Content of review 1, reviewed on January 21, 2015

Basic reporting

The article deviates from the PeerJ suggested format of "Intro, Methods, Discussion, Conclusion" and instead uses "Intro, Results, Methods" with "Experiments" enumerated within Results. I find this somewhat disorganized, particularly in the semi-arbitrary distinction between "Experiments" described in results and "Methods", particularly since the article is fundamentally a comparison of several methods. I think the standard Intro/Methods/Discussion format would communicate the information more clearly.

The introduction and abstract should more clearly define the scope as pertaining to linear response of RNA-seq measurement. Many RNA-seq experiments rely on other important properties of the data such as representation of transcript direction and uniformity of coverage (i.e. Levin, 2010) which are not explored here and are not even possible with some of the low input methods described. Library diversity (another relevant metric) is not explored in the dataset at hand but is used as justification (line 72) for the study.

Figure 1A is very suspicious; the region around 10 ng D. virilis is difficult to interpret as a distribution, and it is odd that 10ng and 20ng are so broad while the region around 16ng appears unusually tight. I suspect this is a graphing artifact and so may be misleading.

The axes labels in all distributions are too small to be legible.

There are other minor edits noted in the attached PDF.

Experimental design

Overall, the experimental design and analysis reasonably documents the method comparison with respect to linearity of gene expression measurement. The introduction should more clearly state this scope particularly since many other RNA-seq comparison papers use many other metrics.

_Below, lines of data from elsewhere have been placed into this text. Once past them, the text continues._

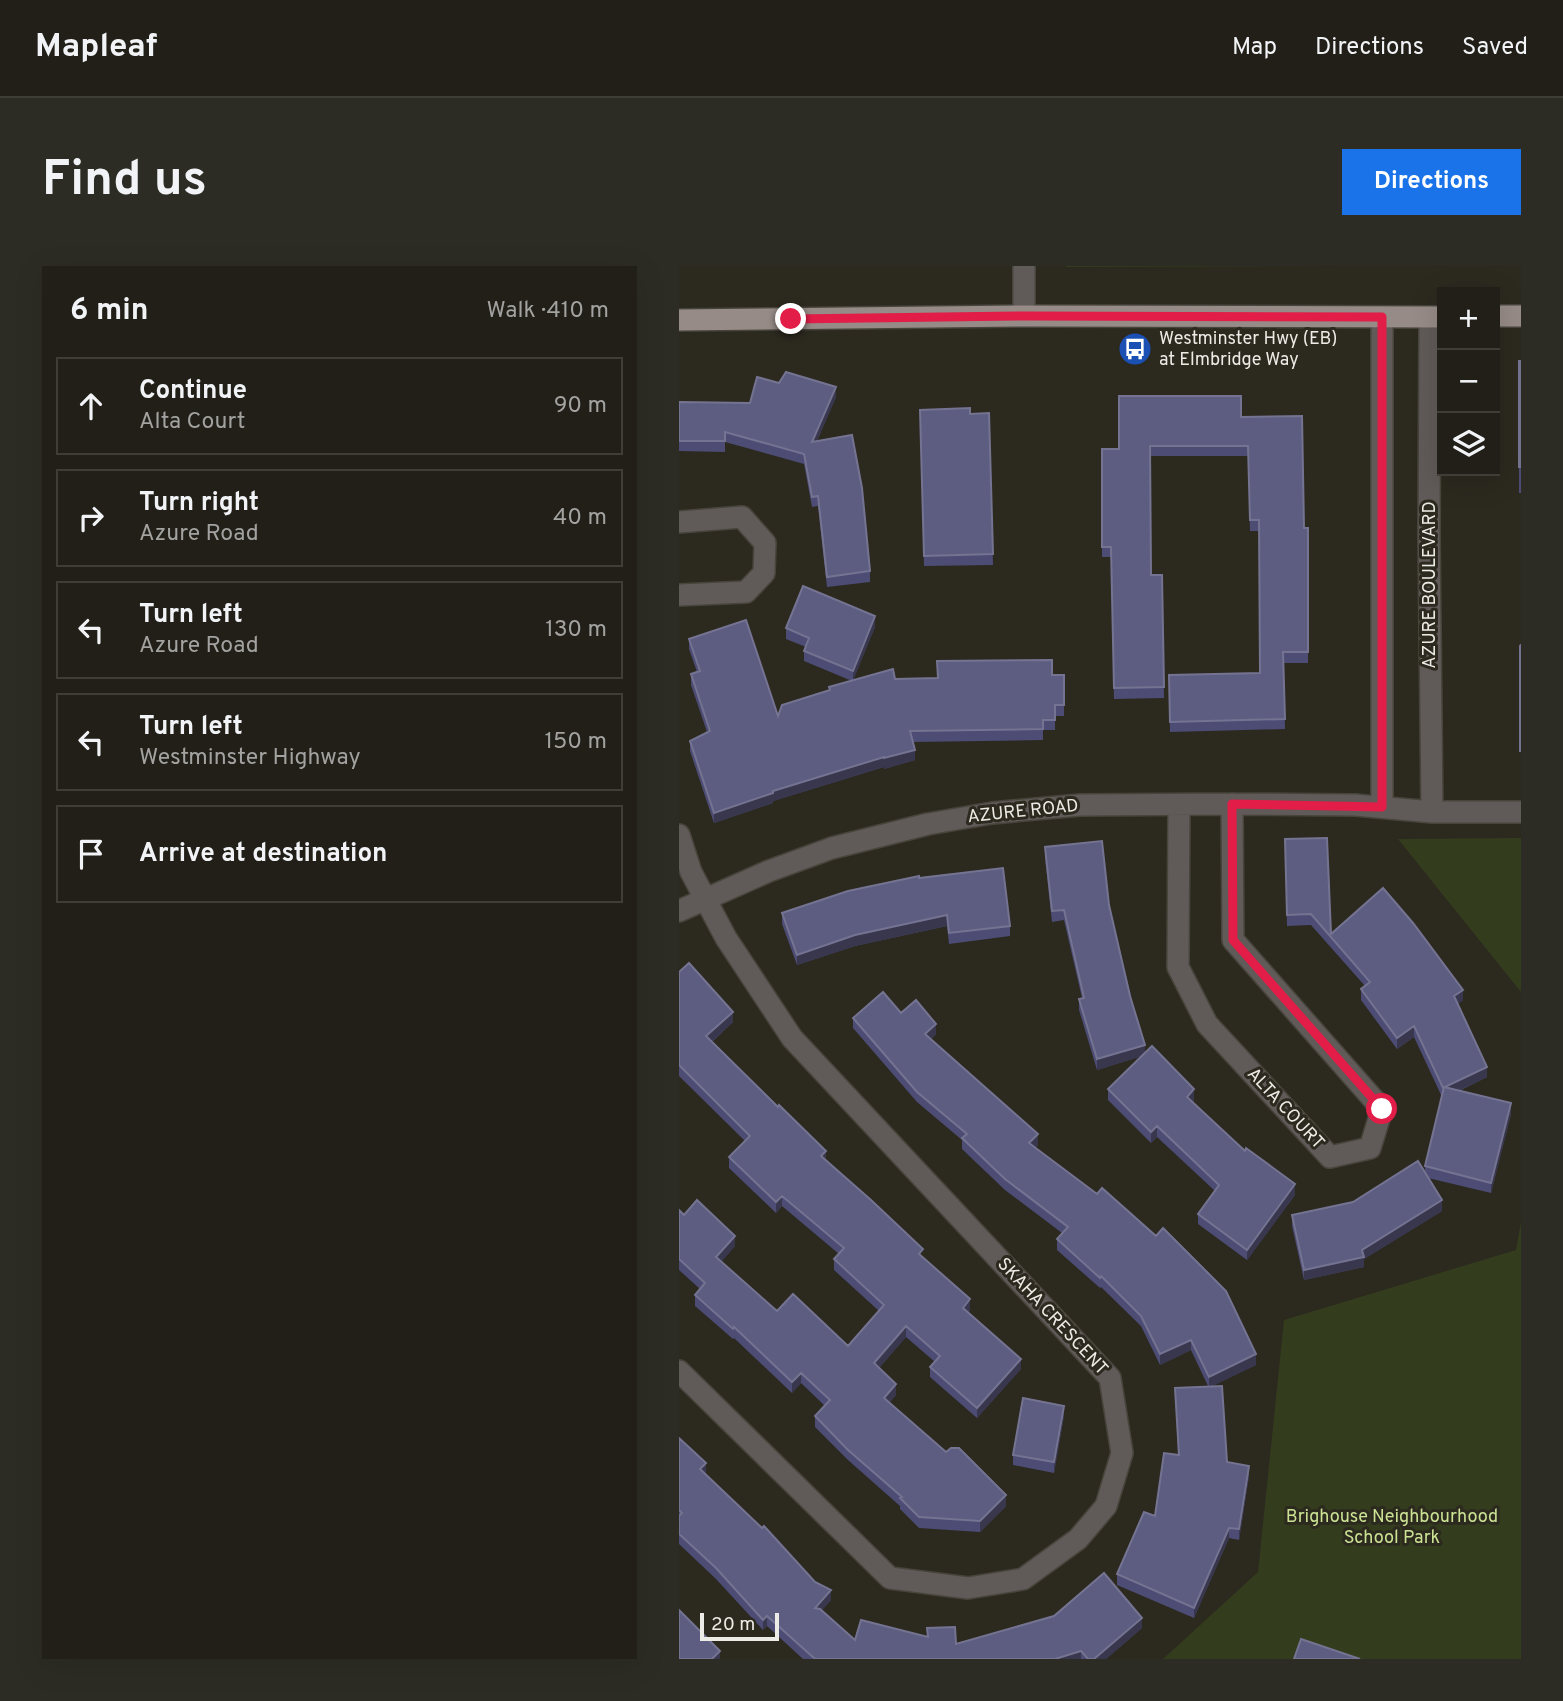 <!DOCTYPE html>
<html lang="en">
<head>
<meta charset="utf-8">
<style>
  :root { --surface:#211f17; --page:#2d2c24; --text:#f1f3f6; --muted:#a2a2a1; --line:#3e3d36; --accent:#1a73e8 }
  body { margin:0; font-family:Overpass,sans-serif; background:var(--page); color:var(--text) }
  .controls { position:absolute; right:21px; top:21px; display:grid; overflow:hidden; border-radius:0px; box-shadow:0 7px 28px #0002 }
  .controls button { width:63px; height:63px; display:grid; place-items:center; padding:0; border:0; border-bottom:2px solid var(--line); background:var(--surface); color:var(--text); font:35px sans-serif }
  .scale { position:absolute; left:21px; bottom:18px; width:79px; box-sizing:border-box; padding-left:7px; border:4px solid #edebe5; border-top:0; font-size:19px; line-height:24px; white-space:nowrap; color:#edebe5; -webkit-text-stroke:5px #2c291f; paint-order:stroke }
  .stop { position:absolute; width:21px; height:21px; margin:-16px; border:5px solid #e11d48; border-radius:50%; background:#fff }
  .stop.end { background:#e11d48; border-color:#fff; box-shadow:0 2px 7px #0008 }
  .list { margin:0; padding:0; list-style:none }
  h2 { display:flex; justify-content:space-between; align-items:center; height:91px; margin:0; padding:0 28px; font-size:30px }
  h2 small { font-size:23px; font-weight:400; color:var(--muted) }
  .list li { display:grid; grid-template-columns:46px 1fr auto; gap:21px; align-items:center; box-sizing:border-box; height:98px; margin:0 14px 14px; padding:0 14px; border:2px solid var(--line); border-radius:0px }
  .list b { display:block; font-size:26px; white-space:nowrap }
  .list p { margin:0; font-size:23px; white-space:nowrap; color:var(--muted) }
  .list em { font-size:23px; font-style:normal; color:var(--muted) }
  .icon { flex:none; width:38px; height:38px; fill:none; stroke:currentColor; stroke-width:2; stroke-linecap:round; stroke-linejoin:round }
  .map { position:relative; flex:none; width:842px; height:1393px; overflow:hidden; border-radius:0px }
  header { display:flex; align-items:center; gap:42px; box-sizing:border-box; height:98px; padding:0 35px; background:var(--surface); border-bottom:2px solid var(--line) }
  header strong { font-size:33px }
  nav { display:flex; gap:38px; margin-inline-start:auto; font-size:24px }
  .intro { display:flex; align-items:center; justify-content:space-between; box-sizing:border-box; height:168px; padding:0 42px }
  h1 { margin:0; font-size:49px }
  .button { padding:18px 32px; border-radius:0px; background:var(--accent); color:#fff; font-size:24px; font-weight:700 }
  main { display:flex; gap:42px; padding:0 42px }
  aside { flex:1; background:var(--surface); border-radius:0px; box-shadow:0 7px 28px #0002 }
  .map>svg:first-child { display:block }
</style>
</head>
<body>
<header>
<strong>Mapleaf</strong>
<nav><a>Map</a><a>Directions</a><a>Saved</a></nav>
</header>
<div class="intro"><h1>Find us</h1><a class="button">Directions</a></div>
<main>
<aside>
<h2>6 min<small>Walk · 410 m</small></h2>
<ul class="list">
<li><svg class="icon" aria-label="ahead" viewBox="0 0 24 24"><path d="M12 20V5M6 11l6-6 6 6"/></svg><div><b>Continue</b><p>Alta Court</p></div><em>90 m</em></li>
<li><svg class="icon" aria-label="right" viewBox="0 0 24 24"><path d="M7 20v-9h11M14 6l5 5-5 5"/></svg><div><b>Turn right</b><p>Azure Road</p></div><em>40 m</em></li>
<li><svg class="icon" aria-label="left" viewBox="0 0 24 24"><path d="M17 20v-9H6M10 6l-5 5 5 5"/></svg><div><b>Turn left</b><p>Azure Road</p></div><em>130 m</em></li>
<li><svg class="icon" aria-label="left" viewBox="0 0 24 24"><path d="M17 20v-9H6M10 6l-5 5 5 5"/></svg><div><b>Turn left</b><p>Westminster Highway</p></div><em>150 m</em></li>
<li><svg class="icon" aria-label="arrive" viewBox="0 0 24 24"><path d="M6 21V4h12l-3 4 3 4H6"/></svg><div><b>Arrive at destination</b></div></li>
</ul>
</aside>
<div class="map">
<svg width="842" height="1393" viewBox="0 0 842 1393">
  <rect width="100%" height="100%" fill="#2c291f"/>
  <path fill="#343c1e" d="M 386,0 L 657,0 L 388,1 Z
    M 842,572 L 842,726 L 719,573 Z
    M 842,956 L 842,1393 L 484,1393 L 579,1306 L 605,1054 L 837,984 Z"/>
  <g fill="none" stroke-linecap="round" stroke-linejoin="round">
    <defs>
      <path id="minor" d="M 345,50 L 345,0
        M 703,51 L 703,541
        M 751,51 L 750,269 L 753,546
        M 0,256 L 63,251 L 86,277 L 85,307 L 67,326 L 0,329
        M 500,539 L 499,701 L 528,758 L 651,891 L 691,882 L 703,843 L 554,674 L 553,538
        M 0,569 L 12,606 L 47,672 L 113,772 L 431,1112 L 443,1187 L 427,1240 L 399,1273 L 344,1313 L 289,1322 L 211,1312 L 0,1105
        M 0,645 L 90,605 L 153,582 L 249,558 L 313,547 L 401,539 L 553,538 L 676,539 L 753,546 L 842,546"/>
      <path id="major" d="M 816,50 L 842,50
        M 0,54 L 345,50 L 763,51"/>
    </defs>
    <use href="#minor" stroke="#47443b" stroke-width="24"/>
    <use href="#major" stroke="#47443b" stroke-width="24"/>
    <use href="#minor" stroke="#605a58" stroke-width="21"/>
    <use href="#major" stroke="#968b87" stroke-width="21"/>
  </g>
  <path fill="#4c4c75" d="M 840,95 L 842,95 L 842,227 L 840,227 Z
    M 157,131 L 138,175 L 191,305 L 191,316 L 148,321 L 139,240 L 133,241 L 125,198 L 46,176 L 46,186 L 0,185 L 0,136 L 71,137 Z
    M 241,144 L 291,148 L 310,147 L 314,299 L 245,300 Z
    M 562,151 L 625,262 L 629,262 L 629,397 L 605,397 L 606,463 L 491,466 L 490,409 L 581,407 L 580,265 L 571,265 L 569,190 L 471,190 L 472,309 L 483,309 L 485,432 L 435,433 L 432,291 L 423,291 L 423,183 L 440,183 Z
    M 196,361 L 174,414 L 385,409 L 385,450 L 376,450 L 376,464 L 364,464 L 364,474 L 234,476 L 236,494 L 205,503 L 205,501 L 94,535 L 94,537 L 35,557 L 11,485 L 11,475 L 28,466 L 12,419 L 12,408 L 18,406 L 10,383 L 10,373 L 99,450 L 150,424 L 150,421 L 173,415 L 125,395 L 125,385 L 127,381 L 107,373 L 107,362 Z
    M 606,573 L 652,668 L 784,734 L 778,738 L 808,811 L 780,825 L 832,848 L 812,927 L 749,912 L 763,945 L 685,993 L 685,1001 L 625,1014 L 613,960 L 613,949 L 674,936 L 746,906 L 746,900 L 763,831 L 735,771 L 718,783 L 682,734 L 682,723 L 686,720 L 632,659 L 608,660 Z
    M 366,581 L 430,639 L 466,788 L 515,834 L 514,836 L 566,885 L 616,929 L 568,994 L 519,958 L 519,948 L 536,925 L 478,871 L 472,877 L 429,834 L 429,823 L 463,790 L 418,804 L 400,744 L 400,733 L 403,732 L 385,654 L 373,656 L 366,592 Z
    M 240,612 L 331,660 L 331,670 L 270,678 L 268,660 L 176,680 L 118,699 L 103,658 L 103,647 Z
    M 0,706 L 54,756 L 33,776 L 147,895 L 244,992 L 291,1044 L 289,1046 L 342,1103 L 298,1152 L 251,1111 L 251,1101 L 256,1096 L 227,1071 L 200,1102 L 217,1129 L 210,1137 L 327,1240 L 301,1266 L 240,1262 L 221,1243 L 221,1240 L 169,1194 L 136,1161 L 136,1150 L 146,1140 L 122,1117 L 113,1127 L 55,1072 L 54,1073 L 16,1040 L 16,1029 L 21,1023 L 0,1004 L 0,944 L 5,949 L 56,980 L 42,996 L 98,1045 L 169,1080 L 200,1045 L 155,1004 L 155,993 L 160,988 L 103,940 L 97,947 L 50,902 L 50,891 L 66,875 L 0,810 Z
    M 222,747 L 257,768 L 252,773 L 359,879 L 356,882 L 577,1099 L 532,1120 L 548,1196 L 570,1210 L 560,1274 L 550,1272 L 515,1352 L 438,1319 L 438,1308 L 476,1250 L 499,1189 L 496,1122 L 529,1120 L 512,1084 L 481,1099 L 462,1060 L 422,1021 L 421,1022 L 378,984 L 378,973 L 383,967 L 326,924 L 283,883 L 283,874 L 238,836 L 174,762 L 174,752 Z
    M 385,1150 L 375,1207 L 334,1199 L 334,1189 Z
    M 0,1172 L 27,1209 L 152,1334 L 143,1344 L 176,1374 L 277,1378 L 463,1362 L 427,1393 L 124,1393 L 88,1360 L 84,1364 L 37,1313 L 0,1278 Z"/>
  <path fill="#38374e" d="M 157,121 L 157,131 L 133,186 L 133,176 Z
    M 196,350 L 196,361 L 174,415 L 174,405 Z
    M 236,484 L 236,494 L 205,503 L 205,492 Z
    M 205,491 L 205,501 L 94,535 L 94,537 L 35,557 L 35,547 L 94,525 Z
    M 268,649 L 268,660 L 176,680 L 118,699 L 118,689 L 176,669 Z
    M 784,724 L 784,734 L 775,741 L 775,730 Z
    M 54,746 L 54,756 L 27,781 L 27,770 Z
    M 257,758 L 257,768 L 246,779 L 246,768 Z
    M 735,760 L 735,771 L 718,783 L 718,772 Z
    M 466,779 L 466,789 L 418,804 L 418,793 Z
    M 808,801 L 808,811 L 764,832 L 764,822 Z
    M 515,823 L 515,834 L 508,841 L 508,831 Z
    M 832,837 L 832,848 L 812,927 L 812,917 Z
    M 478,860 L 478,871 L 472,877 L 472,866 Z
    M 359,868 L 359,879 L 350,888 L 350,877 Z
    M 147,885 L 147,895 L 142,890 Z
    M 616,918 L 616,929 L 568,994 L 568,984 Z
    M 103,930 L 103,940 L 97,947 L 97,936 Z
    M 763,934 L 763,945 L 685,993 L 685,1001 L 625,1014 L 625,1004 L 683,984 Z
    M 56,970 L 56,980 L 37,1002 L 37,991 Z
    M 291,1033 L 291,1044 L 284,1052 L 284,1042 Z
    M 227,1060 L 227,1071 L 195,1108 L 195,1097 Z
    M 512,1074 L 512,1084 L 481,1099 L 481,1088 Z
    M 577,1088 L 577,1099 L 530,1122 L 530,1111 Z
    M 342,1093 L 342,1103 L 298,1152 L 298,1142 Z
    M 122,1107 L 122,1117 L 113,1127 L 113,1116 Z
    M 217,1118 L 217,1129 L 205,1142 L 205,1132 Z
    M 385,1140 L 385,1150 L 375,1207 L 375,1196 Z
    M 27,1197 L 27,1208 L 21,1214 L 21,1203 Z
    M 570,1200 L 570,1210 L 560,1274 L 560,1263 Z
    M 327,1229 L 327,1240 L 301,1266 L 301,1255 Z
    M 550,1262 L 550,1272 L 515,1352 L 515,1342 Z
    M 152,1324 L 152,1334 L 136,1352 L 136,1342 Z
    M 88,1350 L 88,1360 L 84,1364 L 84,1354 Z
    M 463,1352 L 463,1362 L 427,1393 L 415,1393 Z
    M 41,1385 L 41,1393 L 33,1393 Z
    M 402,1385 L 402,1393 L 376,1393 Z"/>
  <path fill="#5d5d81" stroke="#747391" stroke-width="2" d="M 840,95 L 842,95 L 842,201 L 840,201 Z
    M 107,106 L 157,121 L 133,176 L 173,169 L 183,222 L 191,305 L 148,311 L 139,230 L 133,231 L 125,188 L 46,166 L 46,175 L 0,175 L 0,136 L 71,137 L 78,111 L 100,117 Z
    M 440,130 L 562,130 L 562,151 L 623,150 L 625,262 L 629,262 L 629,386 L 604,386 L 606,453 L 491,456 L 490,409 L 581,407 L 580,254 L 571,254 L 569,180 L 471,180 L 472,309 L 483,309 L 485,421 L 435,422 L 432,281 L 423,281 L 423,183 L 440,183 Z
    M 291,142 L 291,148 L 310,147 L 314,288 L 245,290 L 241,144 Z
    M 124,320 L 196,350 L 174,405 L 125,385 L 130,372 L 107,362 Z
    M 67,354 L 99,450 L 103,439 L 151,424 L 150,421 L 214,403 L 216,413 L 259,412 L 258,395 L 373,394 L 373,409 L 385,409 L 385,439 L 376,439 L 376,454 L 364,454 L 364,463 L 231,465 L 236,484 L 205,492 L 205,491 L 94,525 L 94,527 L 35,547 L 11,475 L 31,465 L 12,408 L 21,405 L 10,373 Z
    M 842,379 L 842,485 L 841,485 L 841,380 Z
    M 648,572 L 652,668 L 704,622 L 734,657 L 784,724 L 775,730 L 808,801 L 764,822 L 735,760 L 718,772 L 682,723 L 691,716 L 632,648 L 608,649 L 606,573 Z
    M 423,575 L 430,639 L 451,730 L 466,779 L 418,793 L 400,733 L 405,732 L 385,644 L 373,645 L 366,581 Z
    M 324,602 L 331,660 L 270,667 L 268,649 L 176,669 L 118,689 L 103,647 L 169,625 L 240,610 L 240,612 Z
    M 10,697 L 54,746 L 27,770 L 99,841 L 100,839 L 147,885 L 142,890 L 192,934 L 244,983 L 240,988 L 291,1033 L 284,1042 L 342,1093 L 298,1142 L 251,1101 L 261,1090 L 227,1060 L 195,1097 L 217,1118 L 205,1132 L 267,1186 L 272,1182 L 280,1182 L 327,1229 L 301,1255 L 240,1251 L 221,1232 L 223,1231 L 169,1184 L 136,1150 L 151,1134 L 122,1107 L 113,1116 L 55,1061 L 54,1063 L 16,1029 L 26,1017 L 0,993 L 0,944 L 5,949 L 18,934 L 56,970 L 37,991 L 98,1045 L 114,1028 L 169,1080 L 205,1039 L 155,993 L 165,982 L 103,930 L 97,936 L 50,891 L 71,870 L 0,799 L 0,706 Z
    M 204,726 L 222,747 L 237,734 L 257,758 L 246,768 L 359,868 L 350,877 L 418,928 L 423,922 L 477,970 L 484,962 L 547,1025 L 577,1088 L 530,1111 L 512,1074 L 481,1088 L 462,1050 L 422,1010 L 421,1012 L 378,973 L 389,961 L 326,913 L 283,872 L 288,868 L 238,826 L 174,752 Z
    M 473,780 L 515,823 L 508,831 L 566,885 L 567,882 L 616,918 L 568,984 L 519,948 L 540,919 L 478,860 L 472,866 L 429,823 Z
    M 765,821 L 832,837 L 812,917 L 746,900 Z
    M 739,895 L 763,934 L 683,984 L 685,991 L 625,1004 L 613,949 L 674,936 Z
    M 543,1120 L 548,1196 L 570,1200 L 560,1263 L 550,1262 L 515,1342 L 438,1308 L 465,1246 L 476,1250 L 485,1187 L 500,1189 L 496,1122 Z
    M 344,1132 L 385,1140 L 375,1196 L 334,1189 Z
    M 0,1172 L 27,1197 L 21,1203 L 83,1262 L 85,1260 L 136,1316 L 152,1324 L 136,1342 L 141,1343 L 176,1374 L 182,1354 L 249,1371 L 248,1362 L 276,1361 L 277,1378 L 375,1350 L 425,1307 L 463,1352 L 415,1393 L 409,1393 L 402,1385 L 376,1393 L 136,1393 L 88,1350 L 84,1354 L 37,1302 L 0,1268 L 0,1250 L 3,1247 L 0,1244 Z
    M 0,1344 L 41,1385 L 33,1393 L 0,1393 Z
    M 622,1373 L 681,1393 L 615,1393 Z"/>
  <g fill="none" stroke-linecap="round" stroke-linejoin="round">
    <path stroke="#e11d48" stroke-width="9" d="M 112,53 L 345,50 L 703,51 L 703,541 L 553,538 L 554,674 L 703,843"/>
  </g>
  <defs>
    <symbol id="bus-disc" viewBox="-11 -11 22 22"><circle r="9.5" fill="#1a4fb4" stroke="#2c291f"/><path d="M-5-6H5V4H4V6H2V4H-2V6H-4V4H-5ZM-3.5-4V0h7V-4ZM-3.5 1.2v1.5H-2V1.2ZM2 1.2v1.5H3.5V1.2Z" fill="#fff"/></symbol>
  </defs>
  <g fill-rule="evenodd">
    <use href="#bus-disc" x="437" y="64" width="38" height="38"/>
  </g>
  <g text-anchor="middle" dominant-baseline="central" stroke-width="6" stroke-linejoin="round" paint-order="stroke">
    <g font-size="18" fill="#edebe5" stroke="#2c291f" text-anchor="start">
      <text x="480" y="73">Westminster Hwy (EB)<tspan x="480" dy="21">at Elmbridge Way</tspan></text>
    </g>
    <g font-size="18" fill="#edebe5" stroke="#2c291f">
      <text transform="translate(751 319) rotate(-90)">AZURE BOULEVARD</text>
      <text transform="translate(344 546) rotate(-6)">AZURE ROAD</text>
      <text transform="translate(606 843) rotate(47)">ALTA COURT</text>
      <text transform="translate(373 1051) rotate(47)">SKAHA CRESCENT</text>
    </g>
    <g font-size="18" fill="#cbe293" stroke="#2c291f">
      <text x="713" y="1251">Brighouse Neighbourhood<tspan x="713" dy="21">School Park</tspan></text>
    </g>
  </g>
</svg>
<div class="controls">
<button>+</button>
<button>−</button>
<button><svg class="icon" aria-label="layers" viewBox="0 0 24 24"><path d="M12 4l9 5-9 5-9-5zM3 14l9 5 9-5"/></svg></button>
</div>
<div class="scale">20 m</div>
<div class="stop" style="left:703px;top:843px"></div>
<div class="stop end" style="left:112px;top:53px"></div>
</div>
</main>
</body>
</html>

The simulation data is an excellent component of this paper.

The method used to establish the "practical lower input limit" of the TruSeq kit is based on two data points in a single replicate being at or below the lower limit of detection of a common but not sensitive assay (the Nanodrop). Neither the method ("failures") nor the measurement technique (Nanodrop) are sufficient to establish a lower limit. This should either be re-assessed using a Qubit assay, qPCR, or BioAnalyzer, or restricted in conclusion to "anecdotal".

Other clarifications are noted in the attached PDF.

Validity of the findings

With a few exceptions, the findings are robust, statistically sound, and controlled.

The justification of 70 ng as a conservative lower limit is not well justified. Since it is only 30% lower than the manufacturers' stated lower limit and, as stated in the text, this is still several orders of magnitude higher than practical for single-cell experiments, the authors might re-consider simply using the manufacturer's lower limit and present the anecdotal data as simply that.

An exploration of read depth is described in the introduction (lines 63/64) but is only touched on briefly in the simulation section. This analysis does not constitute "the effect of read depth on the quality of the data."

While the error may have been minor, the "pooling error" needs more explanation to understand whether this was an error in quantitation or simply in volume measurement. This is important to preserve the integrity of the rest of the experimental data.

There are several instances the authors make personal appeals (e.g. the phrase, "we believe") (lines 8, 91, 153, 218, 223). These should either be supported by data or citation, deleted, or rephrased as assertion/assumption.

Source

    © 2015 the Reviewer (CC-BY 4.0 - source).